** Opening Provided material block **

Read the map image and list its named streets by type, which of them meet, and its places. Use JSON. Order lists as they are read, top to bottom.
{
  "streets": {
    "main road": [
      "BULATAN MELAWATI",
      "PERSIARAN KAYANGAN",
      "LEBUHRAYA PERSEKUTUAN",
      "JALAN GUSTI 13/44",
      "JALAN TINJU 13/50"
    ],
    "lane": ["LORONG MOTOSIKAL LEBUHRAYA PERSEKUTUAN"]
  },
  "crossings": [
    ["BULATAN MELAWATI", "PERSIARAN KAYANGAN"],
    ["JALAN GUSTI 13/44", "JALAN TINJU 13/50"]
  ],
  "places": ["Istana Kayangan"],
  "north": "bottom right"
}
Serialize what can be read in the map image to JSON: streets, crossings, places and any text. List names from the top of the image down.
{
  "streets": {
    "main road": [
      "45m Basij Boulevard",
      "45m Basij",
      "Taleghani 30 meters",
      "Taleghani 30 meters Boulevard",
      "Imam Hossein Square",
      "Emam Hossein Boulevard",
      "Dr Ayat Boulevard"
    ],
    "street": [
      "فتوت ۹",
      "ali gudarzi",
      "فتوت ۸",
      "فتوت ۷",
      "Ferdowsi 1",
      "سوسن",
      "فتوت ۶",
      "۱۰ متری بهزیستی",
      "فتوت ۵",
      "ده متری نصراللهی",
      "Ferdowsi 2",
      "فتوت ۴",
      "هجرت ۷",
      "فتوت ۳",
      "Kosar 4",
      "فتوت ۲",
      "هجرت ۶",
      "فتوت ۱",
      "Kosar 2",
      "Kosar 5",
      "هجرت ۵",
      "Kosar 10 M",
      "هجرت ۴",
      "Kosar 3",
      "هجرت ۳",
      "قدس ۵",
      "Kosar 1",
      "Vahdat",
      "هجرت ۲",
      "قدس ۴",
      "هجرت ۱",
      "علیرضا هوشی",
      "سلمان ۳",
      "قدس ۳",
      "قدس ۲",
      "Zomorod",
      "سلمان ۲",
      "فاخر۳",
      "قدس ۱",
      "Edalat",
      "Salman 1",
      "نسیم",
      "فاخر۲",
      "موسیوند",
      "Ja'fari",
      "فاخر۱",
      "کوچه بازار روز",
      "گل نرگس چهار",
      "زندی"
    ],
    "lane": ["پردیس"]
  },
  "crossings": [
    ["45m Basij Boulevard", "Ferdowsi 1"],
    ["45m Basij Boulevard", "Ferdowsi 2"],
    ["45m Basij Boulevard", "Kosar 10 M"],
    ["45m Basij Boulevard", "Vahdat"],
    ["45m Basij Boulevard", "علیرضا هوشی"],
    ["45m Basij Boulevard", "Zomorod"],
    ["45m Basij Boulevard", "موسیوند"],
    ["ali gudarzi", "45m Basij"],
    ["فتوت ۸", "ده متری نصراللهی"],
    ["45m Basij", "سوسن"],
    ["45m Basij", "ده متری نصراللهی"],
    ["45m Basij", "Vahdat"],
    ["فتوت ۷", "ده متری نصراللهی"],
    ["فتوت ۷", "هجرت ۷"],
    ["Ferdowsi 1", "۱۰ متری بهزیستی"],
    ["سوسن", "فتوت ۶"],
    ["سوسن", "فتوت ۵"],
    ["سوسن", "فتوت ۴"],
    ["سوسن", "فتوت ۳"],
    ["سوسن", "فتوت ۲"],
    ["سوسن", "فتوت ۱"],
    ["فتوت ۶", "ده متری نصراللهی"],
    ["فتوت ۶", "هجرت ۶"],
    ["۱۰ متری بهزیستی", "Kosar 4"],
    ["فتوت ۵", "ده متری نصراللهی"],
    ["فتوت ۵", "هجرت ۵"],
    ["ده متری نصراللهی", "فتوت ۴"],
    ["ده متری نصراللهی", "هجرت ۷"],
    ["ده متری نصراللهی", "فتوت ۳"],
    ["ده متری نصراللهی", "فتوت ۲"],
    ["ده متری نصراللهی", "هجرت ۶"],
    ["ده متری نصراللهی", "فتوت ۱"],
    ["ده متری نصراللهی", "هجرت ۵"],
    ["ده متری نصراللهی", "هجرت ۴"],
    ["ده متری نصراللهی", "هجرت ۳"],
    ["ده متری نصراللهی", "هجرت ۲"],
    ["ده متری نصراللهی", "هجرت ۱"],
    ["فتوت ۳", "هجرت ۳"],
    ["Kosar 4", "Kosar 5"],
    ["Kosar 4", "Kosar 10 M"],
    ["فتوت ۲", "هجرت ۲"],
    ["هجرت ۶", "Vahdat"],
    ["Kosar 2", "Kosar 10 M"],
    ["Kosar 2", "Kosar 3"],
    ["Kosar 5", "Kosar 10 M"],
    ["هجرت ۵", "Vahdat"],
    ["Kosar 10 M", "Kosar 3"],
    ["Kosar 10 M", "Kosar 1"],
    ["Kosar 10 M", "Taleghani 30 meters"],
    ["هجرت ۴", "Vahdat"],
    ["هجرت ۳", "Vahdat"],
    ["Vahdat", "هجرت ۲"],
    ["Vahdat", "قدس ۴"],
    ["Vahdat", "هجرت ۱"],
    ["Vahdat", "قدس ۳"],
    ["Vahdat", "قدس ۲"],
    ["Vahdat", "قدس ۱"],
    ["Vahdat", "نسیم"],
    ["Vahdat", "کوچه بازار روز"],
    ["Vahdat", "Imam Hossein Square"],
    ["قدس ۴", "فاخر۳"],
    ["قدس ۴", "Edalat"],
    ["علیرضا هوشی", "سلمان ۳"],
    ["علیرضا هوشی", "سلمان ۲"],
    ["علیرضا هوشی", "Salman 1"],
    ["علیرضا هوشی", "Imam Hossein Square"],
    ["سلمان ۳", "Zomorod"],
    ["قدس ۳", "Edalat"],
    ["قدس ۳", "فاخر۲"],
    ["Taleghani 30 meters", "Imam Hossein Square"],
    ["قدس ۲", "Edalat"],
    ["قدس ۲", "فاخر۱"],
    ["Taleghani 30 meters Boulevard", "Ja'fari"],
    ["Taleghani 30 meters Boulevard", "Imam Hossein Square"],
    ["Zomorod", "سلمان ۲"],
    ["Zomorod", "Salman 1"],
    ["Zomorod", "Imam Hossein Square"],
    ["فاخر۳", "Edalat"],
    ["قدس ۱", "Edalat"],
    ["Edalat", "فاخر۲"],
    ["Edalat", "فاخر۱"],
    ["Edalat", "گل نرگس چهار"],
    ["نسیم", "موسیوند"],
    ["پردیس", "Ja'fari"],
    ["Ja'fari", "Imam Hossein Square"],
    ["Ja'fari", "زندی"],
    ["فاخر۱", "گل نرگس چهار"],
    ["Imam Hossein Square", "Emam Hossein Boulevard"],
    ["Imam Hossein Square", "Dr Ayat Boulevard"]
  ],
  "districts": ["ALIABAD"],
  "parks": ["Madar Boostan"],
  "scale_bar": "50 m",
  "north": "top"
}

** Closing Provided material block **

Return all of the lines above exactly, with none omitted.

Read the map image and list its named streets by type, which of them meet, and its places. Use JSON. Order lists as they are read, top to bottom.
{
  "streets": {
    "main road": [
      "BULATAN MELAWATI",
      "PERSIARAN KAYANGAN",
      "LEBUHRAYA PERSEKUTUAN",
      "JALAN GUSTI 13/44",
      "JALAN TINJU 13/50"
    ],
    "lane": ["LORONG MOTOSIKAL LEBUHRAYA PERSEKUTUAN"]
  },
  "crossings": [
    ["BULATAN MELAWATI", "PERSIARAN KAYANGAN"],
    ["JALAN GUSTI 13/44", "JALAN TINJU 13/50"]
  ],
  "places": ["Istana Kayangan"],
  "north": "bottom right"
}
Serialize what can be read in the map image to JSON: streets, crossings, places and any text. List names from the top of the image down.
{
  "streets": {
    "main road": [
      "45m Basij Boulevard",
      "45m Basij",
      "Taleghani 30 meters",
      "Taleghani 30 meters Boulevard",
      "Imam Hossein Square",
      "Emam Hossein Boulevard",
      "Dr Ayat Boulevard"
    ],
    "street": [
      "فتوت ۹",
      "ali gudarzi",
      "فتوت ۸",
      "فتوت ۷",
      "Ferdowsi 1",
      "سوسن",
      "فتوت ۶",
      "۱۰ متری بهزیستی",
      "فتوت ۵",
      "ده متری نصراللهی",
      "Ferdowsi 2",
      "فتوت ۴",
      "هجرت ۷",
      "فتوت ۳",
      "Kosar 4",
      "فتوت ۲",
      "هجرت ۶",
      "فتوت ۱",
      "Kosar 2",
      "Kosar 5",
      "هجرت ۵",
      "Kosar 10 M",
      "هجرت ۴",
      "Kosar 3",
      "هجرت ۳",
      "قدس ۵",
      "Kosar 1",
      "Vahdat",
      "هجرت ۲",
      "قدس ۴",
      "هجرت ۱",
      "علیرضا هوشی",
      "سلمان ۳",
      "قدس ۳",
      "قدس ۲",
      "Zomorod",
      "سلمان ۲",
      "فاخر۳",
      "قدس ۱",
      "Edalat",
      "Salman 1",
      "نسیم",
      "فاخر۲",
      "موسیوند",
      "Ja'fari",
      "فاخر۱",
      "کوچه بازار روز",
      "گل نرگس چهار",
      "زندی"
    ],
    "lane": ["پردیس"]
  },
  "crossings": [
    ["45m Basij Boulevard", "Ferdowsi 1"],
    ["45m Basij Boulevard", "Ferdowsi 2"],
    ["45m Basij Boulevard", "Kosar 10 M"],
    ["45m Basij Boulevard", "Vahdat"],
    ["45m Basij Boulevard", "علیرضا هوشی"],
    ["45m Basij Boulevard", "Zomorod"],
    ["45m Basij Boulevard", "موسیوند"],
    ["ali gudarzi", "45m Basij"],
    ["فتوت ۸", "ده متری نصراللهی"],
    ["45m Basij", "سوسن"],
    ["45m Basij", "ده متری نصراللهی"],
    ["45m Basij", "Vahdat"],
    ["فتوت ۷", "ده متری نصراللهی"],
    ["فتوت ۷", "هجرت ۷"],
    ["Ferdowsi 1", "۱۰ متری بهزیستی"],
    ["سوسن", "فتوت ۶"],
    ["سوسن", "فتوت ۵"],
    ["سوسن", "فتوت ۴"],
    ["سوسن", "فتوت ۳"],
    ["سوسن", "فتوت ۲"],
    ["سوسن", "فتوت ۱"],
    ["فتوت ۶", "ده متری نصراللهی"],
    ["فتوت ۶", "هجرت ۶"],
    ["۱۰ متری بهزیستی", "Kosar 4"],
    ["فتوت ۵", "ده متری نصراللهی"],
    ["فتوت ۵", "هجرت ۵"],
    ["ده متری نصراللهی", "فتوت ۴"],
    ["ده متری نصراللهی", "هجرت ۷"],
    ["ده متری نصراللهی", "فتوت ۳"],
    ["ده متری نصراللهی", "فتوت ۲"],
    ["ده متری نصراللهی", "هجرت ۶"],
    ["ده متری نصراللهی", "فتوت ۱"],
    ["ده متری نصراللهی", "هجرت ۵"],
    ["ده متری نصراللهی", "هجرت ۴"],
    ["ده متری نصراللهی", "هجرت ۳"],
    ["ده متری نصراللهی", "هجرت ۲"],
    ["ده متری نصراللهی", "هجرت ۱"],
    ["فتوت ۳", "هجرت ۳"],
    ["Kosar 4", "Kosar 5"],
    ["Kosar 4", "Kosar 10 M"],
    ["فتوت ۲", "هجرت ۲"],
    ["هجرت ۶", "Vahdat"],
    ["Kosar 2", "Kosar 10 M"],
    ["Kosar 2", "Kosar 3"],
    ["Kosar 5", "Kosar 10 M"],
    ["هجرت ۵", "Vahdat"],
    ["Kosar 10 M", "Kosar 3"],
    ["Kosar 10 M", "Kosar 1"],
    ["Kosar 10 M", "Taleghani 30 meters"],
    ["هجرت ۴", "Vahdat"],
    ["هجرت ۳", "Vahdat"],
    ["Vahdat", "هجرت ۲"],
    ["Vahdat", "قدس ۴"],
    ["Vahdat", "هجرت ۱"],
    ["Vahdat", "قدس ۳"],
    ["Vahdat", "قدس ۲"],
    ["Vahdat", "قدس ۱"],
    ["Vahdat", "نسیم"],
    ["Vahdat", "کوچه بازار روز"],
    ["Vahdat", "Imam Hossein Square"],
    ["قدس ۴", "فاخر۳"],
    ["قدس ۴", "Edalat"],
    ["علیرضا هوشی", "سلمان ۳"],
    ["علیرضا هوشی", "سلمان ۲"],
    ["علیرضا هوشی", "Salman 1"],
    ["علیرضا هوشی", "Imam Hossein Square"],
    ["سلمان ۳", "Zomorod"],
    ["قدس ۳", "Edalat"],
    ["قدس ۳", "فاخر۲"],
    ["Taleghani 30 meters", "Imam Hossein Square"],
    ["قدس ۲", "Edalat"],
    ["قدس ۲", "فاخر۱"],
    ["Taleghani 30 meters Boulevard", "Ja'fari"],
    ["Taleghani 30 meters Boulevard", "Imam Hossein Square"],
    ["Zomorod", "سلمان ۲"],
    ["Zomorod", "Salman 1"],
    ["Zomorod", "Imam Hossein Square"],
    ["فاخر۳", "Edalat"],
    ["قدس ۱", "Edalat"],
    ["Edalat", "فاخر۲"],
    ["Edalat", "فاخر۱"],
    ["Edalat", "گل نرگس چهار"],
    ["نسیم", "موسیوند"],
    ["پردیس", "Ja'fari"],
    ["Ja'fari", "Imam Hossein Square"],
    ["Ja'fari", "زندی"],
    ["فاخر۱", "گل نرگس چهار"],
    ["Imam Hossein Square", "Emam Hossein Boulevard"],
    ["Imam Hossein Square", "Dr Ayat Boulevard"]
  ],
  "districts": ["ALIABAD"],
  "parks": ["Madar Boostan"],
  "scale_bar": "50 m",
  "north": "top"
}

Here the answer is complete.